Because I don’t want to die, I want to live, I don’t want to look pathetic.

That was something totally normal and very obvious, and something anyone would do.

Cool? That isn’t it. It wasn’t something so great.

I was simply scared of looking pathetic and being abandoned by them. I was afraid of being left alone. I was afraid of losing all of my comrades in this other world.

No matter how many words you pile up, the answer will be the same. I was afraid of getting hated by my comrades so I fought desperately.

Not for the world, not for someone, not for something. Even if I say I want to protect, in the end I was worried the most about my own self.

“It’s something anyone can do, Ermenhilde.”

For myself—-not for some random stranger, one becomes desperate for himself.

It something anyone can think of.

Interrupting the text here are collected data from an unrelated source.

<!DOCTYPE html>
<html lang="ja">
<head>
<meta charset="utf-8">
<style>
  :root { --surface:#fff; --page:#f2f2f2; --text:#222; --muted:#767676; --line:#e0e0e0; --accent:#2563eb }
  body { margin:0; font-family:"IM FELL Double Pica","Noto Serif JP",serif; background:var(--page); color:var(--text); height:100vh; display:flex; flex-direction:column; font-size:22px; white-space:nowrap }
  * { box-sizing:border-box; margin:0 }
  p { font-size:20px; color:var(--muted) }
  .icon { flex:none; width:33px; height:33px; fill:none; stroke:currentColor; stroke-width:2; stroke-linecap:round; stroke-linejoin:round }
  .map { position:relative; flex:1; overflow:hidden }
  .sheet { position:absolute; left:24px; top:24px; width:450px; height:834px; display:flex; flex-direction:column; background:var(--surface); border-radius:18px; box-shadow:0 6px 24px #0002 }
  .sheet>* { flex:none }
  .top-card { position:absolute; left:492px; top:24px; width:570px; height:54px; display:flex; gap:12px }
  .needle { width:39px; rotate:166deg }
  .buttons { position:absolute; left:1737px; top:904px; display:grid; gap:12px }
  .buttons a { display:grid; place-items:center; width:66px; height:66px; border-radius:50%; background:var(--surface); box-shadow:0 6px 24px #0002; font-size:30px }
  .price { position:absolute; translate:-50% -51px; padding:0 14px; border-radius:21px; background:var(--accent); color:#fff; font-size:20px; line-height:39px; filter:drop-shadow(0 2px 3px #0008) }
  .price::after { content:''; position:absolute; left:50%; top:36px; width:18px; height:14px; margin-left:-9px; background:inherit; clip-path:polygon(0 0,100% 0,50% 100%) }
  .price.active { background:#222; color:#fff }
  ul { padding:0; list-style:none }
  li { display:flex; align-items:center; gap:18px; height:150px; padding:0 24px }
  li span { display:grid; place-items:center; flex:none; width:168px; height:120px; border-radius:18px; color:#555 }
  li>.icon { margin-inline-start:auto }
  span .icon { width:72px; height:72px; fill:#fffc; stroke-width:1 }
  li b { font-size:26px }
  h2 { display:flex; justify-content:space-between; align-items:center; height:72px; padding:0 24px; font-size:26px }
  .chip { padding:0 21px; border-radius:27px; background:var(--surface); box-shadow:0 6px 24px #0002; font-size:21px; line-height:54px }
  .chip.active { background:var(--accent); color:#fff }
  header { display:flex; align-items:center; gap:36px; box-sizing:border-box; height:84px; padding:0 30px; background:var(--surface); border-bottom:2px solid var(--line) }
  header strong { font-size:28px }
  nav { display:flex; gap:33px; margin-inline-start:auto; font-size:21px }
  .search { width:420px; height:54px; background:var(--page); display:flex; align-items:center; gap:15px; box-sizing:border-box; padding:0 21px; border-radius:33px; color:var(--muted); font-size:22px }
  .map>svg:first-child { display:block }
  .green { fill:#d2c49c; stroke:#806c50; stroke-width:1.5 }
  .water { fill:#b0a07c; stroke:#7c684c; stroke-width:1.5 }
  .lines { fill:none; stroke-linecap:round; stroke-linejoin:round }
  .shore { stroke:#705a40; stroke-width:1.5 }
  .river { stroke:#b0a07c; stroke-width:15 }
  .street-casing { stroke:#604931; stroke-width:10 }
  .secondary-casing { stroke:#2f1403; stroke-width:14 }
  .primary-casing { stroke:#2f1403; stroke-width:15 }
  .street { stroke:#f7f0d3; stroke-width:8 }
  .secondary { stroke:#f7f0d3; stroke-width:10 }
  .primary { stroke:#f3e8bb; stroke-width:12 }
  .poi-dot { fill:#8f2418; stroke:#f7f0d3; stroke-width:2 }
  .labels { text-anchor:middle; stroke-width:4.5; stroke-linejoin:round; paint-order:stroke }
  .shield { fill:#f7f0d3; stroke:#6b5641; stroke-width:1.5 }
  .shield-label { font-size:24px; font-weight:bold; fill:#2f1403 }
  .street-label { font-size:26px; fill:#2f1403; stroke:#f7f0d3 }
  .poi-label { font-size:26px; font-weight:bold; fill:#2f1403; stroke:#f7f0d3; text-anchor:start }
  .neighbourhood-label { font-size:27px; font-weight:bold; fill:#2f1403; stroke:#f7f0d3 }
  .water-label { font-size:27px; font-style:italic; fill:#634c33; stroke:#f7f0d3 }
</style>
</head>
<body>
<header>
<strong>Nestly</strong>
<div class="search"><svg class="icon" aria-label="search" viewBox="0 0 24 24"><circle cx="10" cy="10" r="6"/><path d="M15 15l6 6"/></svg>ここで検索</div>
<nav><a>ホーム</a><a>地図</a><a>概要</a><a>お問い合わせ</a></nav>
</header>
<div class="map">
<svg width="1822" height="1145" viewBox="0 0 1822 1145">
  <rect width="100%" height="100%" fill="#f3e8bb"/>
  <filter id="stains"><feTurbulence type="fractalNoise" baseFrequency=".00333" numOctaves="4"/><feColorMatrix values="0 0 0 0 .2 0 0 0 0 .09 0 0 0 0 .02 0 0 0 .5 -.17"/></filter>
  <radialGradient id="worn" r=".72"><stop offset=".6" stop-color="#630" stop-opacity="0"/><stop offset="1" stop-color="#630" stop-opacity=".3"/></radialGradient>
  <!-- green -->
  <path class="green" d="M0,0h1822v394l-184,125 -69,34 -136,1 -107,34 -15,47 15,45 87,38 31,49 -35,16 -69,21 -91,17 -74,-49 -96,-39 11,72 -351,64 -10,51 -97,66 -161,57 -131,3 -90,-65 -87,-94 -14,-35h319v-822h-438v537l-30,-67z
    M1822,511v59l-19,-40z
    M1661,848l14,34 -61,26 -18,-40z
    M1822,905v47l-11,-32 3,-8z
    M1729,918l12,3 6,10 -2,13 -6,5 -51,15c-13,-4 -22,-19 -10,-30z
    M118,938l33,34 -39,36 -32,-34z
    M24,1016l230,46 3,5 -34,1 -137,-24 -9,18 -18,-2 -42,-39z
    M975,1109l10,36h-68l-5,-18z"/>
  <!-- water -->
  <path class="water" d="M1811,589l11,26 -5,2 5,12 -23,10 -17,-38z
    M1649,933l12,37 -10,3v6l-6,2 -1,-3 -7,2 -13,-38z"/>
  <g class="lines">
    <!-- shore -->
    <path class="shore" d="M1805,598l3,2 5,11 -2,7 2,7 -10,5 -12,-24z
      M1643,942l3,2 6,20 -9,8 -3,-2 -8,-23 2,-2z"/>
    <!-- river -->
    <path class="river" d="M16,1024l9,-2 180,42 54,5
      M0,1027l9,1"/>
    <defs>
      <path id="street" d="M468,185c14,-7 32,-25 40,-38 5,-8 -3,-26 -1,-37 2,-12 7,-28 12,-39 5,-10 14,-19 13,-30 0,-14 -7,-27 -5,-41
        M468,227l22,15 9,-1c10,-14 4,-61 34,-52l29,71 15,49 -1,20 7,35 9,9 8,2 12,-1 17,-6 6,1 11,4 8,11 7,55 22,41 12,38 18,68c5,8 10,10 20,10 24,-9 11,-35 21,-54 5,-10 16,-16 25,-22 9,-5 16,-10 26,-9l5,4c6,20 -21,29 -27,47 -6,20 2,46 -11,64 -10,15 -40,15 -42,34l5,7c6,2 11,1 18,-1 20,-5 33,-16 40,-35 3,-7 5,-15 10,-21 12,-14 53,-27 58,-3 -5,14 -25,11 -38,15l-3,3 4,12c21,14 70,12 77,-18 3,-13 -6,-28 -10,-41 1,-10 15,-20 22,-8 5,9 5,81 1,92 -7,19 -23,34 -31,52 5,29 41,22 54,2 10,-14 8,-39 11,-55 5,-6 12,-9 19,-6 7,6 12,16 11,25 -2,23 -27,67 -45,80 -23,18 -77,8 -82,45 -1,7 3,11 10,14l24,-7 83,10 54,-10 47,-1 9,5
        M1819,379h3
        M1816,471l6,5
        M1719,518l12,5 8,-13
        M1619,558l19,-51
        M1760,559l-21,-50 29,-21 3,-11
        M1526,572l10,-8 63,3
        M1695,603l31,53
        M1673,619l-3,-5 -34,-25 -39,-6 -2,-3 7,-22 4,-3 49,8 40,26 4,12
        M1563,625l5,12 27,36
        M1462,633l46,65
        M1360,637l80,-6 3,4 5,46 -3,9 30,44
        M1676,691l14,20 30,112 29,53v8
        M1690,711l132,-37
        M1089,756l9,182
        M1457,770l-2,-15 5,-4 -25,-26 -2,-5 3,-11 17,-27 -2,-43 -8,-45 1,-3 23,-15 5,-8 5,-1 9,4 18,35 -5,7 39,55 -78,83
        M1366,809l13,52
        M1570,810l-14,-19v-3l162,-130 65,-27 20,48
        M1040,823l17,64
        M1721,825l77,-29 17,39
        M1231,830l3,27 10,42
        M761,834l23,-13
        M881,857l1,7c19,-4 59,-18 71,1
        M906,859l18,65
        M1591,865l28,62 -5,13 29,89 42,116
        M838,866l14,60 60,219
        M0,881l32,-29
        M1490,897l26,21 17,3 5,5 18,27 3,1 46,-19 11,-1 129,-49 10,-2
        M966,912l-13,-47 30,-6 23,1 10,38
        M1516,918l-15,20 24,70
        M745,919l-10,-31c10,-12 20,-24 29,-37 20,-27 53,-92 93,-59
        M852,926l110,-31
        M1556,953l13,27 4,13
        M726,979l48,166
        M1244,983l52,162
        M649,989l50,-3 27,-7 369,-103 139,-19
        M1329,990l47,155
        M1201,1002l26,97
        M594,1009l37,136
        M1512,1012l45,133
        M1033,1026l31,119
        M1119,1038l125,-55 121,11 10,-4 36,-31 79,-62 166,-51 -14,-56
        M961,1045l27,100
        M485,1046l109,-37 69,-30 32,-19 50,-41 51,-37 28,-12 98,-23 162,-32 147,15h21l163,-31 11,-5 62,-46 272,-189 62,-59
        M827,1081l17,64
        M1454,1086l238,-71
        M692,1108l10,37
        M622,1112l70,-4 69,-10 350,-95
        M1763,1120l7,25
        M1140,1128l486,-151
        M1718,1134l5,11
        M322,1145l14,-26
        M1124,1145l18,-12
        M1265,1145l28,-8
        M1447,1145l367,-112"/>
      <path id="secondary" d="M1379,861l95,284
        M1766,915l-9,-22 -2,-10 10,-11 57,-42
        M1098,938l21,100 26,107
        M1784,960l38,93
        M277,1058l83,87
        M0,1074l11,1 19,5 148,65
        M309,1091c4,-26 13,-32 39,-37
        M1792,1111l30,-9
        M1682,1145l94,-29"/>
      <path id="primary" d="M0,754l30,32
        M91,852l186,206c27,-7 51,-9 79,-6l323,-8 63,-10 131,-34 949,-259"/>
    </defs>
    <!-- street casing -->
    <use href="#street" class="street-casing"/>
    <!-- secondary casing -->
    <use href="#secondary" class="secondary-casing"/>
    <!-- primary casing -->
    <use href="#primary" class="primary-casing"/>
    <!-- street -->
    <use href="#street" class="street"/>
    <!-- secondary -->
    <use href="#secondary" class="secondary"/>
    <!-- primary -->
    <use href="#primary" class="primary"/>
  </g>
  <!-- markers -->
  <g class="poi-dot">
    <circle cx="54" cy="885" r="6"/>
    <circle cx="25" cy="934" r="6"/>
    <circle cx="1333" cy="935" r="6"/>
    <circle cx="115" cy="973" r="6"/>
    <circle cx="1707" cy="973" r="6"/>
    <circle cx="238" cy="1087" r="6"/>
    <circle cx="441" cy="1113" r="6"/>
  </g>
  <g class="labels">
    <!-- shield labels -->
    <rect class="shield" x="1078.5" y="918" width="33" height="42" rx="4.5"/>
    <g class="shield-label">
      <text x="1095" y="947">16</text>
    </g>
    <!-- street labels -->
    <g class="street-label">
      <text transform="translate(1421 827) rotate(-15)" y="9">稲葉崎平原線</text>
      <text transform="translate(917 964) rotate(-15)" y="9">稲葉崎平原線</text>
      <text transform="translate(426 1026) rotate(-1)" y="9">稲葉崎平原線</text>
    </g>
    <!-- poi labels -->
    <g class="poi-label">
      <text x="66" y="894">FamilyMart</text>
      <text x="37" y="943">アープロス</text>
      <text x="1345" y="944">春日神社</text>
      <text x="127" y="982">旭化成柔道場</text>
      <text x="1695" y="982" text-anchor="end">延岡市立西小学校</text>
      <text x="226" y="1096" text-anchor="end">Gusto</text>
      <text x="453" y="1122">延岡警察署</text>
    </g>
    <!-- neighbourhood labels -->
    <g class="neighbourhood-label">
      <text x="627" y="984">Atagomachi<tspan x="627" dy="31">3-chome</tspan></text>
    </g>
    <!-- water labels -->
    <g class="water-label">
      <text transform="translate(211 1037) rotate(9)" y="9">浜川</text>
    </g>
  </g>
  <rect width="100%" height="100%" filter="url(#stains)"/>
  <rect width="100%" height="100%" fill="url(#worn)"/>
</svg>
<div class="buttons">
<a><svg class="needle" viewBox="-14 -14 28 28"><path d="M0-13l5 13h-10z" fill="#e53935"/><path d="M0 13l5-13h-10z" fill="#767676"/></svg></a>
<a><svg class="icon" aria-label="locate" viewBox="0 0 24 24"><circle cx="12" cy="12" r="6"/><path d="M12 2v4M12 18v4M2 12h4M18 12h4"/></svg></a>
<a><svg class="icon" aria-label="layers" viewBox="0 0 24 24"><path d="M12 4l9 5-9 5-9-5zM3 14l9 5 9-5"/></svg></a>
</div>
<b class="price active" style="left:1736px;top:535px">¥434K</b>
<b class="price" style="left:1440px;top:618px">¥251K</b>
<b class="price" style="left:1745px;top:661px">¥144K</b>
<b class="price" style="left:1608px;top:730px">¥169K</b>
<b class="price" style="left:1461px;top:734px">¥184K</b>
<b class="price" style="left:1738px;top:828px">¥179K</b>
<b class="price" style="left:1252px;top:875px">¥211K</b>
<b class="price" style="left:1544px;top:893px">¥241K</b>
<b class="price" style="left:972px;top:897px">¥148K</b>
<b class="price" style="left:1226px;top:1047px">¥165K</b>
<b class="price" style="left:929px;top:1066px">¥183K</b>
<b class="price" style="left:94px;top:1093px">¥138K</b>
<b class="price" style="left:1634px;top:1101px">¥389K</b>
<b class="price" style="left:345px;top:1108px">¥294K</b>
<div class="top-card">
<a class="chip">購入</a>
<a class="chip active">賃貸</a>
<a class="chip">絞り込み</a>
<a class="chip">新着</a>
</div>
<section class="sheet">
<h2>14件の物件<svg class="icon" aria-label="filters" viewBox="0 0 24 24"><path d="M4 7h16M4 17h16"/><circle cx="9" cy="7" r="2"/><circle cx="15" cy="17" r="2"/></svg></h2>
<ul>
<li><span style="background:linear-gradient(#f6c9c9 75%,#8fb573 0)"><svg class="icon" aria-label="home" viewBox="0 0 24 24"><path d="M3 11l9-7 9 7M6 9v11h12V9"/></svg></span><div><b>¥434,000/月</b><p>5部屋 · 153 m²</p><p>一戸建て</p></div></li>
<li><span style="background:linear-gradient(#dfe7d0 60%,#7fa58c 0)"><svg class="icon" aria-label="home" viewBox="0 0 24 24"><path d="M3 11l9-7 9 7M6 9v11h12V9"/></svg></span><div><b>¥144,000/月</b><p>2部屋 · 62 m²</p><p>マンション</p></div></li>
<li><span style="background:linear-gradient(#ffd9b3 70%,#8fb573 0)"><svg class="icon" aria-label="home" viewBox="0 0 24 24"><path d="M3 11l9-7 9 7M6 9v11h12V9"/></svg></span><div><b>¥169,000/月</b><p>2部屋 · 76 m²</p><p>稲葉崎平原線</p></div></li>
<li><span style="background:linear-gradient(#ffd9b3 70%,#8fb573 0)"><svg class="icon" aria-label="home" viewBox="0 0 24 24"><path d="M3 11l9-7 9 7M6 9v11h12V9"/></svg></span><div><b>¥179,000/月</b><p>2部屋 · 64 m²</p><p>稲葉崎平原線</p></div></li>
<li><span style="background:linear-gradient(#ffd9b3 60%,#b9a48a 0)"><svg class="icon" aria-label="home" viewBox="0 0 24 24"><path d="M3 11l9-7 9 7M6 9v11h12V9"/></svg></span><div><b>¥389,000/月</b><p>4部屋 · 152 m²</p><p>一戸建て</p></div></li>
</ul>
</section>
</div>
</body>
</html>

Something anyone can do. To live, to not die——it’s obvious that anyone can do it.

[Not everyone can do it, Yamada Renji.]

But my partner’s answer was the opposite so I could only feel slightly happy.

The power granted to me by the Goddess, Ermenhilde. It has been watching me from the sides all the time.

It became my sword, my spear, my bow—-my weapon, no matter what the time was and fought alongside me.

And, is always trying to make me into a hero…….even now, it is with me. Even though, I’m just a normal man who could be found anywhere.

[I don’t think like that.]

Putting on my mantle, I set the iron knife to my waist.

I picked up Ermenhilde that was lying beside my pillow.

[It’s because it was Renji, you could do such things.]

“I see.”

*ping* I flicked Ermenhilde.

That voice seemed boastful and proud and somehow made me feel really embarrassed.

That’s why, to hide my embarrassment, I flicked Ermenhilde like it was usual.

It was, Tails.

“haah. Guess I’ll have to work hard today as well.”

[Only half of the day is left though.]

With just that, we returned to our usual relationship.

User and his weapon. Partners. That kind of relationship.